Sensibilisation à Mobono |
J'ai aussi mené un projet de sensibilisation à ma façon. J'ai décidé d'utiliser l'art pour faire passer un message. Pour rassembler les gens, les faire réfléchir et les divertir j'ai eu l'idée d'utiliser la musique et le théâtre. J'ai donc rejoint un chanteur, je lui ai demandé de composer une chanson qui parle de tous les problèmes rencontrés par les acteurs de l'éducation. Il en a composé une version en français et une autre en guiziga, la langue locale. Les villageois ont tout de suite adopté la chanson. J'ai aussi écrit cinq petits sketchs que j'ai remis à un groupe d'acteurs. Eux, ils y ont rajouté leur sauce, leurs épices pour en faire une belle œuvre en langue guiziga. Avec tout ce matériel, nous avons organisé quatre représentations. À chaque fois, ce fut un succès. La chanson à gagné les cœurs et le théâtre en a fait réfléchir plusieurs. Après chaque événement, le public repartait heureux et plus instruit. Plusieurs centaines de spectateurs se sont présentés à ces sensibilisations.

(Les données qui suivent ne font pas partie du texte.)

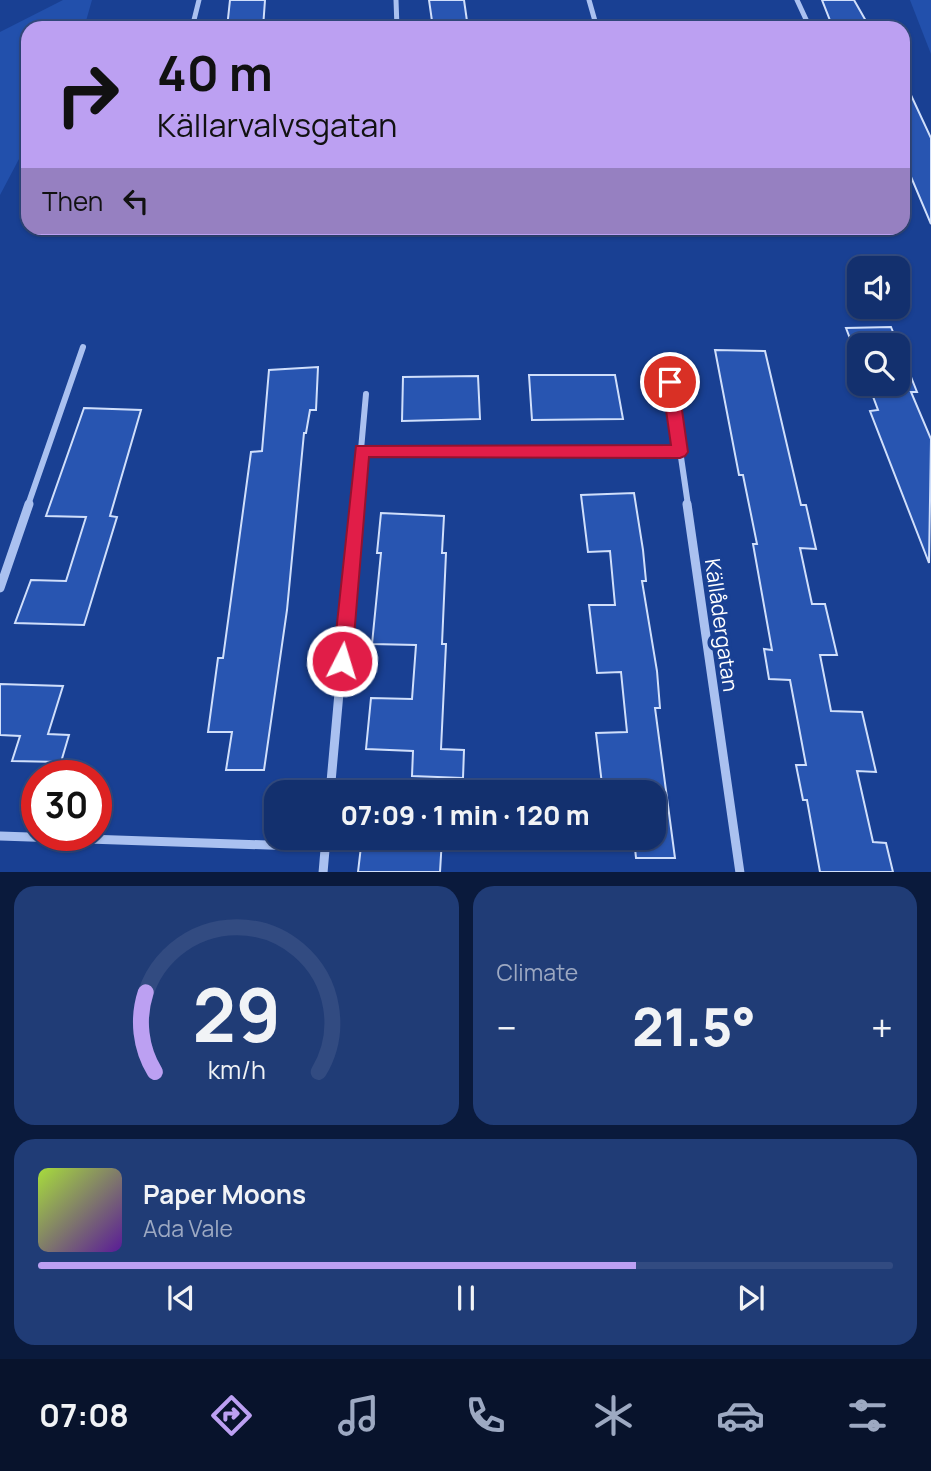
<!DOCTYPE html>
<meta charset="utf-8">
<style>
:root{--surface:#13306e;--page:#203c76;--text:#f1f3f6;--muted:#9da9c2;--line:#324b81;--accent:#bca0f2}
body{margin:0;font-family:Manrope,sans-serif;background:var(--page);color:var(--text);height:100vh;display:flex;flex-direction:column;font-size:26px;white-space:nowrap}
*{box-sizing:border-box;margin:0}
p{font-size:23px;color:var(--muted)}
.icon{flex:none;width:38px;height:38px;fill:none;stroke:currentColor;stroke-width:2;stroke-linecap:round;stroke-linejoin:round}
.map{position:relative;height:872px;overflow:hidden}
.panel{display:flex;flex-direction:column;gap:14px;padding:14px;background:#0a1a3c;flex:1}
.panel>*{flex:none}
.hud{position:absolute;left:21px;top:21px;width:889px;height:214px;border-radius:21px;box-shadow:0 2px 5px #0004,0 0 0 2px var(--line);background:#bca0f2;color:#111;overflow:hidden}
.controls{position:absolute;left:847px;top:256px;display:grid;gap:14px}
.controls a{display:grid;place-items:center;width:63px;height:63px;border-radius:14px;background:var(--surface);box-shadow:0 2px 5px #0004,0 0 0 2px var(--line);font-size:35px}
.speed{position:absolute;left:21px;top:760px;display:flex;gap:14px;font-size:35px;font-weight:700;text-align:center}
.speed>*{display:grid;place-content:center;width:91px;height:91px;border-radius:50%;background:var(--surface);box-shadow:0 2px 5px #0004,0 0 0 2px var(--line);line-height:1}
.speed .limit{border:10px solid #d22;background:#fff;color:#111}
.pin{position:absolute;display:grid;place-items:center;width:60px;height:60px;color:#fff;margin:-30px;border:4px solid #fff;border-radius:50%;box-shadow:0 2px 7px #0007}
.me{position:absolute;width:77px;margin:-38px;rotate:5deg;stroke-linejoin:round;filter:drop-shadow(0 0 5px #0008)}
.turn{display:flex;align-items:center;gap:24px;height:147px;padding:0 21px;font-size:32px}
.turn .icon{width:91px;height:91px;stroke-width:2.5}
.turn b{display:block;font-size:49px;line-height:60px}
.then{display:flex;align-items:center;height:66px;padding:0 21px;background:#0003;gap:14px;font-size:26px}
.big{font-size:52px;font-weight:800;line-height:1.1}
.panel .card{flex:1;display:flex;flex-direction:column;justify-content:center;gap:10px;min-width:0;padding:0 24px;border-radius:21px;background:var(--page)}
.panel .dial{align-items:center;gap:0}
.dial svg{height:182px;overflow:visible;fill:none;stroke:var(--line);stroke-width:7;stroke-linecap:round;text-anchor:middle}
.dial text{fill:var(--text);stroke:none}
.song{display:flex;align-items:center;gap:21px}
.cover{width:84px;height:84px;border-radius:10px;background:linear-gradient(135deg,hsl(80 70% 55%),hsl(270 70% 35%))}
.played{height:7px;border-radius:4px;background:linear-gradient(90deg,var(--accent) 70%,var(--line) 70%)}
.keys{display:flex;justify-content:space-around;direction:ltr}
.heat{display:flex;justify-content:space-between;align-items:center;font-size:38px;direction:ltr}
.panel .tiles{flex:1;display:grid;gap:14px;grid-template-columns:1fr 1fr}
.card:last-child{grid-column:span 2}
.trip{position:absolute;left:264px;top:780px;width:402px;height:70px;border-radius:21px;background:var(--surface);box-shadow:0 2px 5px #0004,0 0 0 2px var(--line);font-weight:800;line-height:70px;text-align:center}
.tabs{display:flex;height:112px;justify-content:space-around;align-items:center;background:#08132c;color:var(--muted)}
.tabs .icon{width:49px;height:49px}
.tabs .current{color:var(--accent)}
.tabs b{font-size:32px;color:var(--text)}
.map>svg:first-child{display:block}
.green{fill:#2250ac}
.building{fill:#2855b1;stroke:#d0dffb;stroke-width:2}
.lines{fill:none;stroke-linecap:round;stroke-linejoin:round}
.minor-far2{stroke:#aac1f0;stroke-width:5}
.minor-far1{stroke:#aac1f0;stroke-width:6}
.minor{stroke:#aac1f0;stroke-width:9}
.route{fill:#e11d48;stroke:#92132f;stroke-width:2}
.labels{text-anchor:middle;dominant-baseline:central;stroke-width:7;stroke-linejoin:round;paint-order:stroke}
.street-label{font-size:21px;fill:#fff;stroke:#194093}
</style>
<div class="map">
<svg width="931" height="873" viewBox="0 0 931 873">
<rect width="100%" height="100%" fill="#194093"/>
<g class="green">
<path d="M 63,0 L 92,0 L 84,28 L 28,28 L 28,142 L 0,195 L 0,32 Z"/>
<path d="M 910,0 L 931,0 L 931,54 Z"/>
</g>
<g class="building">
<path d="M 230,0 L 265,0 L 263,28 L 227,28 Z"/>
<path d="M 429,0 L 464,0 L 468,28 L 433,28 Z"/>
<path d="M 822,0 L 854,0 L 870,28 L 833,28 Z"/>
<path d="M 903,78 L 931,138 L 931,224 L 903,158 Z"/>
<path d="M 891,327 L 917,392 L 911,392 L 931,439 L 929,563 L 870,411 L 878,410 L 868,383 L 898,383 L 898,345 L 859,345 L 859,362 L 846,328 Z"/>
<path d="M 715,350 L 765,351 L 801,505 L 806,505 L 816,549 L 800,548 L 812,604 L 825,604 L 837,655 L 820,655 L 831,711 L 862,712 L 876,772 L 857,771 L 873,842 L 886,843 L 893,872 L 820,872 L 807,800 L 803,800 L 796,765 L 806,765 L 790,680 L 769,679 L 764,649 L 772,650 L 753,544 L 757,544 L 743,475 L 739,475 Z"/>
<path d="M 318,367 L 316,410 L 310,410 L 306,433 L 304,433 L 287,610 L 264,770 L 226,770 L 232,732 L 208,732 L 218,658 L 223,658 L 251,452 L 262,451 L 269,370 Z"/>
<path d="M 529,375 L 615,375 L 623,419 L 532,420 Z"/>
<path d="M 478,376 L 480,419 L 402,421 L 403,377 Z"/>
<path d="M 84,408 L 141,410 L 110,516 L 117,517 L 84,625 L 15,623 L 31,580 L 66,581 L 86,517 L 46,516 Z"/>
<path d="M 634,493 L 643,550 L 646,581 L 642,581 L 657,671 L 660,708 L 655,708 L 675,858 L 636,858 L 634,838 L 654,838 L 654,793 L 603,793 L 596,733 L 627,732 L 621,672 L 597,673 L 589,605 L 615,605 L 610,551 L 588,552 L 581,495 Z"/>
<path d="M 381,513 L 444,516 L 442,553 L 446,553 L 442,644 L 446,644 L 441,749 L 464,750 L 463,778 L 412,776 L 413,751 L 366,749 L 371,698 L 412,699 L 416,645 L 372,644 L 381,553 L 377,553 Z"/>
<path d="M 0,684 L 63,686 L 48,734 L 69,735 L 61,762 L 12,761 L 20,736 L 0,735 Z"/>
<path d="M 362,838 L 442,838 L 440,872 L 358,872 Z"/>
</g>
<g class="lines">
<g class="minor-far2">
<path d="M 396,0 L 397,28"/>
<path d="M 589,0 L 597,28"/>
<path d="M 797,0 L 810,28"/>
<path d="M 192,28 L 199,0"/>
</g>
<g class="minor-far1">
<path d="M 670,382 L 688,505"/>
<path d="M 362,451 L 680,451"/>
<path d="M 28,505 L 83,347"/>
<path d="M 356,505 L 366,394"/>
</g>
<g class="minor">
<path d="M 687,504 L 740,873"/>
<path d="M 0,588 L 29,504"/>
<path d="M 330,793 L 356,504"/>
<path d="M 0,836 L 325,847"/>
<path d="M 323,873 L 326,838"/>
</g>
</g>
<path class="route" d="M 670,376 L 678,382 L 688,452 L 685,456 L 680,458 L 369,457 L 352,661 L 349,668 L 342,670 L 335,668 L 333,661 L 356,446 L 671,445 L 662,382 Z"/>
<g class="labels">
<g class="street-label">
<text transform="translate(722 625) rotate(82)">Källådergatan</text>
</g>
</g>
</svg>
<div class="controls">
<a><svg class="icon" aria-label="sound" viewBox="0 0 24 24"><path d="M4 9h4l5-4v14l-5-4H4zM17 9q2 3 0 6"/></svg></a>
<a><svg class="icon" aria-label="search" viewBox="0 0 24 24"><circle cx="10" cy="10" r="6"/><path d="M15 15l6 6"/></svg></a>
</div>
<div class="speed"><div class="limit">30</div></div>
<div class="pin" style="left:670px;top:382px;background:#d93025"><svg class="icon" aria-label="arrive" viewBox="0 0 24 24"><path d="M6 21V4h12l-3 4 3 4H6"/></svg></div>
<svg class="me" style="left:342px;top:661px" viewBox="-20 -20 40 40"><circle r="17" fill="#e11d48" stroke="#fff" stroke-width="3"/><path d="M0-11L8 9 0 5-8 9z" fill="#fff"/></svg>
<div class="trip">07:09 · 1 min · 120 m</div>
<div class="hud">
<div class="turn"><svg class="icon" aria-label="right" viewBox="0 0 24 24"><path d="M7 20v-9h11M14 6l5 5-5 5"/></svg><div><b>40 m</b>Källarvalvsgatan</div></div>
<div class="then">Then<svg class="icon" aria-label="left" viewBox="0 0 24 24"><path d="M17 20v-9H6M10 6l-5 5 5 5"/></svg></div>
</div>
</div>
<section class="panel">
<div class="tiles">
<div class="card dial"><svg viewBox="0 0 100 80">
<path d="M14 69A42 42 0 1 1 86 69"/>
<path d="M14 69A42 42 0 0 1 10 34" stroke="#bca0f2"/>
<text x="50" y="56" font-size="32" font-weight="700">29</text>
<text x="50" y="72" font-size="11">km/h</text>
</svg></div>
<div class="card"><p>Climate</p>
<div class="heat"><a>−</a><b class="big">21.5°</b><a>+</a></div>
</div>
<div class="card">
<div class="song"><i class="cover"></i><div><b>Paper Moons</b><p>Ada Vale</p></div></div>
<div class="played"></div>
<div class="keys"><svg class="icon" aria-label="previous" viewBox="0 0 24 24"><path d="M18 5L8 12l10 7zM5 5v14"/></svg><svg class="icon" aria-label="pause" viewBox="0 0 24 24"><path d="M8 5v14M16 5v14"/></svg><svg class="icon" aria-label="next" viewBox="0 0 24 24"><path d="M6 5l10 7-10 7zM19 5v14"/></svg></div>
</div>
</div>
</section>
<nav class="tabs">
<b>07:08</b>
<svg class="icon current" aria-label="directions" viewBox="0 0 24 24"><path d="M12 3l9 9-9 9-9-9zM9 14v-3h6M13 9l2 2-2 2"/></svg>
<svg class="icon" aria-label="music" viewBox="0 0 24 24"><path d="M9 18V5l10-2v13"/><circle cx="6" cy="18" r="3"/><circle cx="16" cy="16" r="3"/></svg>
<svg class="icon" aria-label="phone" viewBox="0 0 24 24"><path d="M5 4h4l2 5-3 2q2 4 5 5l2-3 5 2v4C11 20 4 13 5 4z"/></svg>
<svg class="icon" aria-label="climate" viewBox="0 0 24 24"><path d="M12 3v18M4 7l16 10M4 17L20 7"/></svg>
<svg class="icon" aria-label="car" viewBox="0 0 24 24"><path d="M5 17H2v-5l4-1 3-4h7l3 4 3 1v5h-3M9 17h6M6 11h13"/><circle cx="7" cy="17" r="2"/><circle cx="17" cy="17" r="2"/></svg>
<svg class="icon" aria-label="filters" viewBox="0 0 24 24"><path d="M4 7h16M4 17h16"/><circle cx="9" cy="7" r="2"/><circle cx="15" cy="17" r="2"/></svg>
</nav>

Je n'ai aucune raison pour ne pas me donner à fond dans le travail et c'est ce que je fais. Voilà pourquoi je ne me manifeste pas trop ces derniers temps. Avant de terminer, je tiens à dire que je ne réussirais pas grand chose sans la collaboration de Aminou, mon coéquipier. Je ne suis jamais seule sur le terrain et sans la présence d'un volontaire national, mon travail n'aurait pas la même valeur.